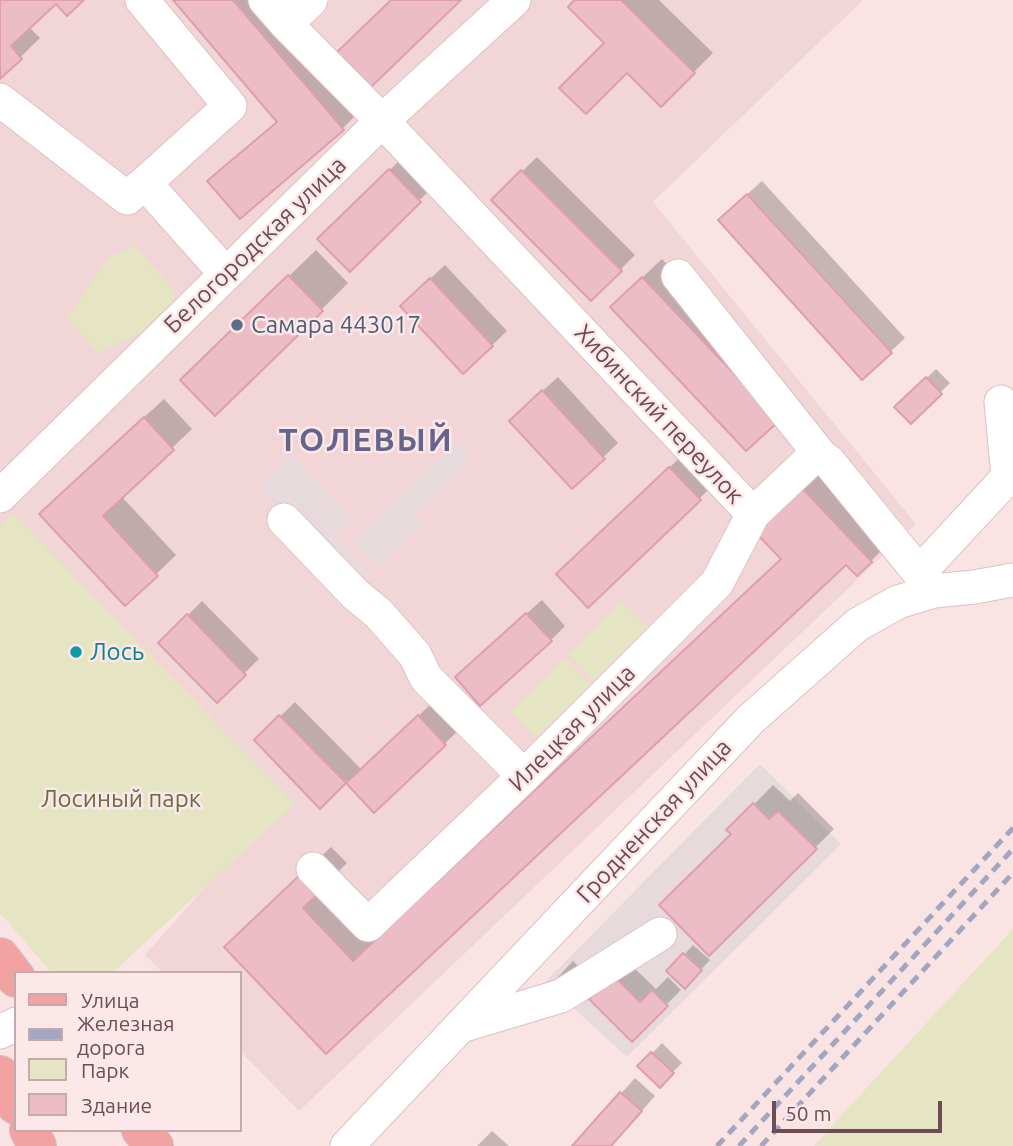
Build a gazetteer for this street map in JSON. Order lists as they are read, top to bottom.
{
  "streets": {
    "street": [
      "Белогородская улица",
      "Хибинский переулок",
      "Илецкая улица",
      "Гродненская улица"
    ]
  },
  "crossings": [
    ["Белогородская улица", "Хибинский переулок"],
    ["Хибинский переулок", "Илецкая улица"]
  ],
  "districts": ["ТОЛЕВЫЙ"],
  "parks": ["Лосиный парк"],
  "places": ["Самара 443017", "Лось"],
  "legend": [
    "Улица",
    "Железная дорога",
    "Парк",
    "Здание"
  ],
  "scale_bar": "50 m"
}
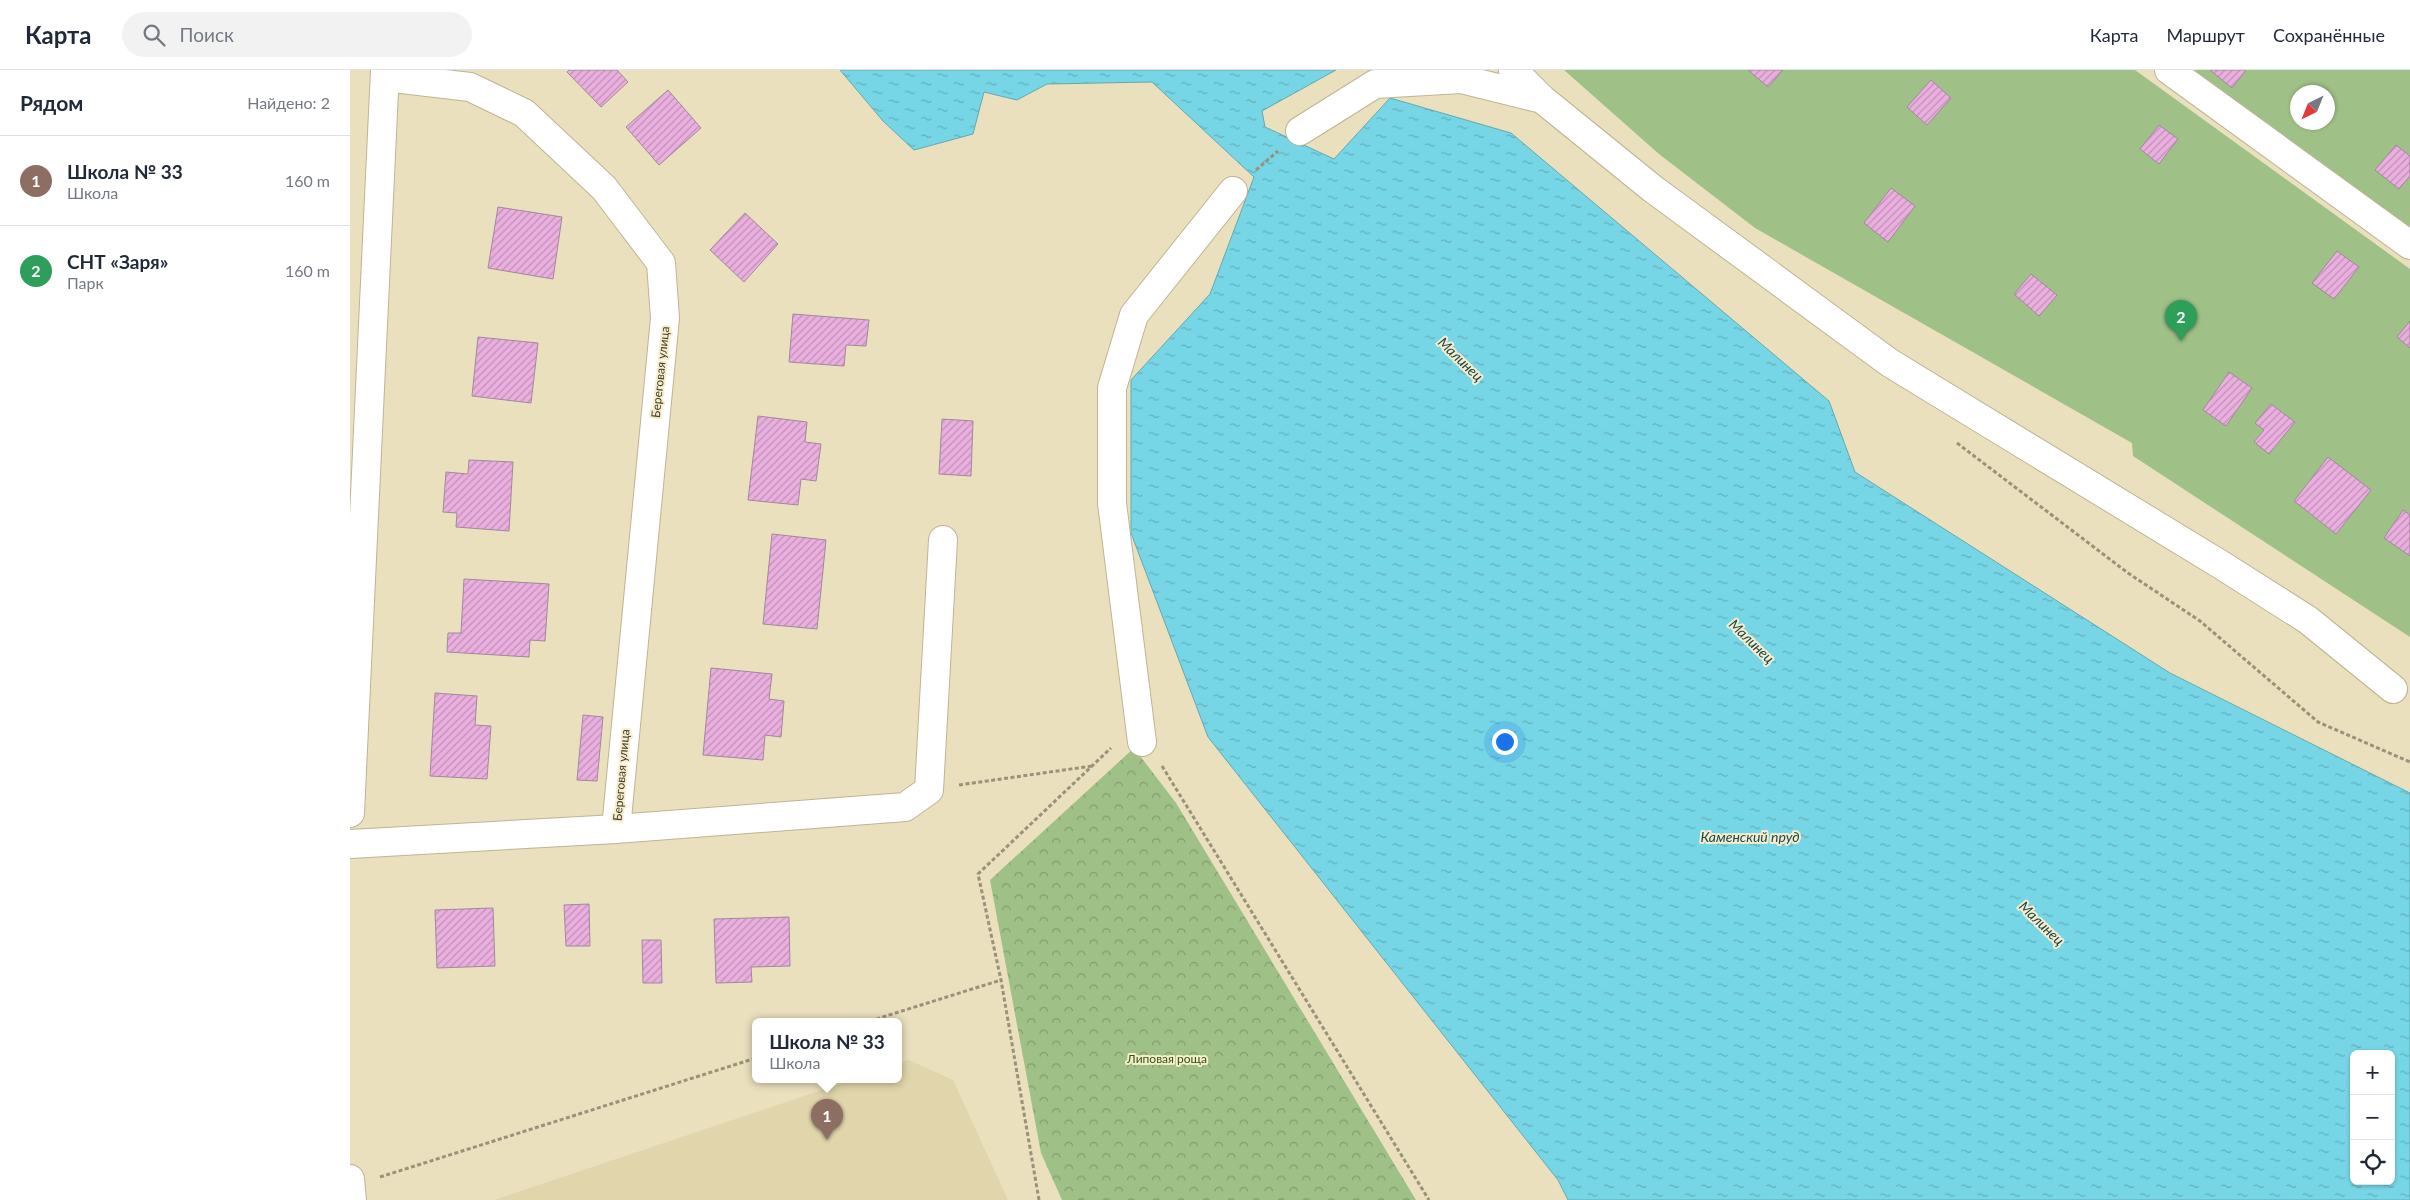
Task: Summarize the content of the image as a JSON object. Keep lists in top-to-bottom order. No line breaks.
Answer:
{"streets":{"street":["Береговая улица"]},"water":["Малинец","Каменский пруд"],"parks":["Липовая роща"],"north":"bottom left","page":{"header":"Карта","search":"Поиск","nav":["Карта","Маршрут","Сохранённые"],"heading":["Рядом","Найдено: 2"],"list":[{"mark":"1","name":"Школа № 33","note":"Школа","value":"160 m"},{"mark":"2","name":"СНТ «Заря»","note":"Парк","value":"160 m"}],"pins":["2","1"],"popup":["Школа № 33","Школа"],"map_buttons":["+","−"]}}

━━━━━━

# [PROBLEM DETAILS]
The reply should consist only of the line containing "Task: Summarize the" and all lines after it in the listing above, reproduced exactly.

# [COMPLETED EXERCISE]
Task: Summarize the content of the image as a JSON object. Keep lists in top-to-bottom order. No line breaks.
Answer:
{"streets":{"street":["Береговая улица"]},"water":["Малинец","Каменский пруд"],"parks":["Липовая роща"],"north":"bottom left","page":{"header":"Карта","search":"Поиск","nav":["Карта","Маршрут","Сохранённые"],"heading":["Рядом","Найдено: 2"],"list":[{"mark":"1","name":"Школа № 33","note":"Школа","value":"160 m"},{"mark":"2","name":"СНТ «Заря»","note":"Парк","value":"160 m"}],"pins":["2","1"],"popup":["Школа № 33","Школа"],"map_buttons":["+","−"]}}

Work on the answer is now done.